_Brief_
Return every line from the one with "M1889 13 1917 49 1873 82 1846 47Z" through the one with "M645 475 673", inclusive, exactly as it appears below.

::: Materials provided

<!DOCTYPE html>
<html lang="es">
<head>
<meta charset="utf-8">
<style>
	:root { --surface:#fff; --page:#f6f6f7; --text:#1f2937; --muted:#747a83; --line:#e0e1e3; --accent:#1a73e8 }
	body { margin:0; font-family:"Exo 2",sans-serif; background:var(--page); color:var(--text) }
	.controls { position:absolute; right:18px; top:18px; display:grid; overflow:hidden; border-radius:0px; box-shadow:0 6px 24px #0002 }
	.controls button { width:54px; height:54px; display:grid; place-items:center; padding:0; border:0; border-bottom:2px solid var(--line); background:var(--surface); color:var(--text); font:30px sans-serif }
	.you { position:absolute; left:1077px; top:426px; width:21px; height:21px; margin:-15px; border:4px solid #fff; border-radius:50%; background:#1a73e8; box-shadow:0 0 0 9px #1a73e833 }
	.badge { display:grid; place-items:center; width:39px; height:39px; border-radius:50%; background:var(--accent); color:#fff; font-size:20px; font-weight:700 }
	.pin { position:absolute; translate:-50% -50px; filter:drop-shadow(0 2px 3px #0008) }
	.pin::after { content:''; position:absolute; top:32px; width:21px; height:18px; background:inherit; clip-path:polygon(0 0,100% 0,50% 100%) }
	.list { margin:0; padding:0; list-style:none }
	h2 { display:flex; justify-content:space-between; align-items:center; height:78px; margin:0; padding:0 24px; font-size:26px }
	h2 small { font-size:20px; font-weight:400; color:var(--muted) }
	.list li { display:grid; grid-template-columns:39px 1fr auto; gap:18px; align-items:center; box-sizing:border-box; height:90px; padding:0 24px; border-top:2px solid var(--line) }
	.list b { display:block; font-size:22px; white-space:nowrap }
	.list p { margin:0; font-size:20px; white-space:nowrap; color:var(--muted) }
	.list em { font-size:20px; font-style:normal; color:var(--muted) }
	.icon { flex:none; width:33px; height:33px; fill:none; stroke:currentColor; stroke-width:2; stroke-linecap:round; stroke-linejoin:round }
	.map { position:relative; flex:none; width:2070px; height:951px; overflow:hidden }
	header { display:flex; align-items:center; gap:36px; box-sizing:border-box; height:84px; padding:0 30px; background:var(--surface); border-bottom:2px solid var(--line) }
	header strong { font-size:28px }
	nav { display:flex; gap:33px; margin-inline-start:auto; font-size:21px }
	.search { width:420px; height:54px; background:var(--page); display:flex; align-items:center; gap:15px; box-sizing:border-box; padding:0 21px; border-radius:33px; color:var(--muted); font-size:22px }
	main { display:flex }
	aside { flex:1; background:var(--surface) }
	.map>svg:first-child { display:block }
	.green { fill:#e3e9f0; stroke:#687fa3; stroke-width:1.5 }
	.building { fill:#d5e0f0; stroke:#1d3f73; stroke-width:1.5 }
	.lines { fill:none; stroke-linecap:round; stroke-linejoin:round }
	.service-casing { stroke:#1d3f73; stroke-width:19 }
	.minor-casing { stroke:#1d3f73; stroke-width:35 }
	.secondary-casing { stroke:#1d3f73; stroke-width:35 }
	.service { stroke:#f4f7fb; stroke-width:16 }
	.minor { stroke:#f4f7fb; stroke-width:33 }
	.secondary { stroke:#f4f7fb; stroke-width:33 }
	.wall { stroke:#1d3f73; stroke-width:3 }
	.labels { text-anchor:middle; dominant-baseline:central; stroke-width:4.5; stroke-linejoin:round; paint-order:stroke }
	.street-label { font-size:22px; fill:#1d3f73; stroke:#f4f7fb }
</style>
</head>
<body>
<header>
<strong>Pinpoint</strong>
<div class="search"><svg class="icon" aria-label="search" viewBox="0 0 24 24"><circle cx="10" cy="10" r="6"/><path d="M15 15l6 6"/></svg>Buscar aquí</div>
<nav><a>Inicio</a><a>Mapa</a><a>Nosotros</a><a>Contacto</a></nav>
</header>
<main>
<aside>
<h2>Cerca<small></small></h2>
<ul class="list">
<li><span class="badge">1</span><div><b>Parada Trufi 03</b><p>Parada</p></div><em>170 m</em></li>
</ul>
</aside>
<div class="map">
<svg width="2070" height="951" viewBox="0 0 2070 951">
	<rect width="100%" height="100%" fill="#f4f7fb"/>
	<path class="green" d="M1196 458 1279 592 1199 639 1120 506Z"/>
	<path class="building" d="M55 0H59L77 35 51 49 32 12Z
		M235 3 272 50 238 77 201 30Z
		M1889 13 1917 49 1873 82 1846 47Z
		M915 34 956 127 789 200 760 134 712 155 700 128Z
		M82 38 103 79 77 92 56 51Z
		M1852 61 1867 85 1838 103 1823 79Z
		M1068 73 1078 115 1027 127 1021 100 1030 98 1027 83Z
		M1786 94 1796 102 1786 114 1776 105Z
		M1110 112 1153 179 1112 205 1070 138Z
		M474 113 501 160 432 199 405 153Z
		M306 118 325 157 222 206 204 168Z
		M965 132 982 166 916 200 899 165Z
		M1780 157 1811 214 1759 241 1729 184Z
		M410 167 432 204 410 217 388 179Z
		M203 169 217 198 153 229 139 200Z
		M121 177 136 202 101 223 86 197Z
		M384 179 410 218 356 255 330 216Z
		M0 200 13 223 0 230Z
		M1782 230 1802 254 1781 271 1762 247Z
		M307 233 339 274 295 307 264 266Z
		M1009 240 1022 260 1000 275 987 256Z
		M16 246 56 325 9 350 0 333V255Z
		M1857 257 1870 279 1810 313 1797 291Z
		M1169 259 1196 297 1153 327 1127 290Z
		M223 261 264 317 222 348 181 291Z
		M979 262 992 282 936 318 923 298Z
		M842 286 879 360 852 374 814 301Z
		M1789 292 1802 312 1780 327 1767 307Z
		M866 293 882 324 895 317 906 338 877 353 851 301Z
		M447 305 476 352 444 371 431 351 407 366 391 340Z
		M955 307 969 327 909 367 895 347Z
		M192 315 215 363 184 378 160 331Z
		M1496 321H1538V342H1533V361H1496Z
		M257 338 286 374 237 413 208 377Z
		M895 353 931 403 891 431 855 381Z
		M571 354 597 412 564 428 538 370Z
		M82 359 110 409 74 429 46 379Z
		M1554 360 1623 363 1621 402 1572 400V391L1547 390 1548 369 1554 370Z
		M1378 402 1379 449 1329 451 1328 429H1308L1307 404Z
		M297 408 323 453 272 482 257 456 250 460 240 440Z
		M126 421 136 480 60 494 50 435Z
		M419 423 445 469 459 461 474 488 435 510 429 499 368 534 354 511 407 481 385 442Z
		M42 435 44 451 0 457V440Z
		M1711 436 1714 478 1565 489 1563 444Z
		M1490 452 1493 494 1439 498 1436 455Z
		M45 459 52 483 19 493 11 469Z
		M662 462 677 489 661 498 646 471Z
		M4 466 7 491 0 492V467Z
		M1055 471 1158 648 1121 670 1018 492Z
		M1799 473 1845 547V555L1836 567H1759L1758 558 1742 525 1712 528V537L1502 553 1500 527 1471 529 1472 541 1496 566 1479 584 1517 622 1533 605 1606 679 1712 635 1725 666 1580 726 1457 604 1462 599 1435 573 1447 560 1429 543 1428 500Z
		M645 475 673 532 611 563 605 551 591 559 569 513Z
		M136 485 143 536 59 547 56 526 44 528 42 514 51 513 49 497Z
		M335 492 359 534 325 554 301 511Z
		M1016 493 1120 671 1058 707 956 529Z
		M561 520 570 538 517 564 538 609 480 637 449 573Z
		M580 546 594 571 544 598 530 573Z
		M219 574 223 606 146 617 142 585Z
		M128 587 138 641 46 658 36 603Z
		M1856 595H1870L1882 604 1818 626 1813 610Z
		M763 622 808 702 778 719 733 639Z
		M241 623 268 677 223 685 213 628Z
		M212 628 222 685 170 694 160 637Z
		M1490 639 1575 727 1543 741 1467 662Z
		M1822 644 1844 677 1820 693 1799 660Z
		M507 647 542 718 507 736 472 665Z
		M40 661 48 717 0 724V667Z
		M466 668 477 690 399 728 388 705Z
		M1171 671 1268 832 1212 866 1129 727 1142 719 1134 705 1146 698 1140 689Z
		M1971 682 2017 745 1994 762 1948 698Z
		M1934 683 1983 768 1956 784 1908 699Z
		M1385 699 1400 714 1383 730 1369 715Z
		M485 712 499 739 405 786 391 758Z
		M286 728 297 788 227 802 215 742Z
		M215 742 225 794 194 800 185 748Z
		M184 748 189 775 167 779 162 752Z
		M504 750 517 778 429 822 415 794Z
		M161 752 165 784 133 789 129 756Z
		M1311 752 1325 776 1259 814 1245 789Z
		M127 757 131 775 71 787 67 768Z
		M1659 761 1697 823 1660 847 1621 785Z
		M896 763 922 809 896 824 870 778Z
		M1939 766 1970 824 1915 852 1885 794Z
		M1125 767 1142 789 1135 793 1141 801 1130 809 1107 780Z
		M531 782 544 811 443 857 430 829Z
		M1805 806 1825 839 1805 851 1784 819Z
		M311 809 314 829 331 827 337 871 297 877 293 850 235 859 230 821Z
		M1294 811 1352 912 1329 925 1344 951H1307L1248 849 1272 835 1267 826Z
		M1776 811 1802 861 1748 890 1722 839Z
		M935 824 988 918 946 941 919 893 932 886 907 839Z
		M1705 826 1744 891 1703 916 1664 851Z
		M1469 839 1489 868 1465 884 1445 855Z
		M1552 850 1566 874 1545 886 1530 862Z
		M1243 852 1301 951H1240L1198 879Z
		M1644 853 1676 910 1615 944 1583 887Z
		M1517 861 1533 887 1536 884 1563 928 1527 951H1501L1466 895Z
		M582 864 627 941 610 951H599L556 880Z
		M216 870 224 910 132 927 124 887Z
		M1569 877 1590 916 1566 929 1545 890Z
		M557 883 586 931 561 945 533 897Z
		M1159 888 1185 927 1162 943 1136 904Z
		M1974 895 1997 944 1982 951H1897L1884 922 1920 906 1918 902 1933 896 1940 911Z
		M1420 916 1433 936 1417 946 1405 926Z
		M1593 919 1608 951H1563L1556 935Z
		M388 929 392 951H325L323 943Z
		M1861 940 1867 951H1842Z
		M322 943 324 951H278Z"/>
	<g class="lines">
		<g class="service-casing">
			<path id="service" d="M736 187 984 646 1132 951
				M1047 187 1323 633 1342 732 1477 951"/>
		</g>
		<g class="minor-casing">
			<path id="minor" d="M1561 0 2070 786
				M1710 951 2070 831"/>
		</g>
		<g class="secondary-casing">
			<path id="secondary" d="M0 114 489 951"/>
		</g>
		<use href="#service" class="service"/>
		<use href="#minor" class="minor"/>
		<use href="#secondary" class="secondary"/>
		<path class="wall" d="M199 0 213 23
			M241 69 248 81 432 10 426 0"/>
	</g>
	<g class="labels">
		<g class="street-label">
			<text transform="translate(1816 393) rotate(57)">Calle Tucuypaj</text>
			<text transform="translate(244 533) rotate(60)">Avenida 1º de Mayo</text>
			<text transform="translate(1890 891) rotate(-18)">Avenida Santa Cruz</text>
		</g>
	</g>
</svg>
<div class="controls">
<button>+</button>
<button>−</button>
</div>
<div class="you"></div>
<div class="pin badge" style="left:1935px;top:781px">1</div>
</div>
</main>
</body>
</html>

::::::

_Response to this task_
		M1889 13 1917 49 1873 82 1846 47Z
		M915 34 956 127 789 200 760 134 712 155 700 128Z
		M82 38 103 79 77 92 56 51Z
		M1852 61 1867 85 1838 103 1823 79Z
		M1068 73 1078 115 1027 127 1021 100 1030 98 1027 83Z
		M1786 94 1796 102 1786 114 1776 105Z
		M1110 112 1153 179 1112 205 1070 138Z
		M474 113 501 160 432 199 405 153Z
		M306 118 325 157 222 206 204 168Z
		M965 132 982 166 916 200 899 165Z
		M1780 157 1811 214 1759 241 1729 184Z
		M410 167 432 204 410 217 388 179Z
		M203 169 217 198 153 229 139 200Z
		M121 177 136 202 101 223 86 197Z
		M384 179 410 218 356 255 330 216Z
		M0 200 13 223 0 230Z
		M1782 230 1802 254 1781 271 1762 247Z
		M307 233 339 274 295 307 264 266Z
		M1009 240 1022 260 1000 275 987 256Z
		M16 246 56 325 9 350 0 333V255Z
		M1857 257 1870 279 1810 313 1797 291Z
		M1169 259 1196 297 1153 327 1127 290Z
		M223 261 264 317 222 348 181 291Z
		M979 262 992 282 936 318 923 298Z
		M842 286 879 360 852 374 814 301Z
		M1789 292 1802 312 1780 327 1767 307Z
		M866 293 882 324 895 317 906 338 877 353 851 301Z
		M447 305 476 352 444 371 431 351 407 366 391 340Z
		M955 307 969 327 909 367 895 347Z
		M192 315 215 363 184 378 160 331Z
		M1496 321H1538V342H1533V361H1496Z
		M257 338 286 374 237 413 208 377Z
		M895 353 931 403 891 431 855 381Z
		M571 354 597 412 564 428 538 370Z
		M82 359 110 409 74 429 46 379Z
		M1554 360 1623 363 1621 402 1572 400V391L1547 390 1548 369 1554 370Z
		M1378 402 1379 449 1329 451 1328 429H1308L1307 404Z
		M297 408 323 453 272 482 257 456 250 460 240 440Z
		M126 421 136 480 60 494 50 435Z
		M419 423 445 469 459 461 474 488 435 510 429 499 368 534 354 511 407 481 385 442Z
		M42 435 44 451 0 457V440Z
		M1711 436 1714 478 1565 489 1563 444Z
		M1490 452 1493 494 1439 498 1436 455Z
		M45 459 52 483 19 493 11 469Z
		M662 462 677 489 661 498 646 471Z
		M4 466 7 491 0 492V467Z
		M1055 471 1158 648 1121 670 1018 492Z
		M1799 473 1845 547V555L1836 567H1759L1758 558 1742 525 1712 528V537L1502 553 1500 527 1471 529 1472 541 1496 566 1479 584 1517 622 1533 605 1606 679 1712 635 1725 666 1580 726 1457 604 1462 599 1435 573 1447 560 1429 543 1428 500Z
		M645 475 673 532 611 563 605 551 591 559 569 513Z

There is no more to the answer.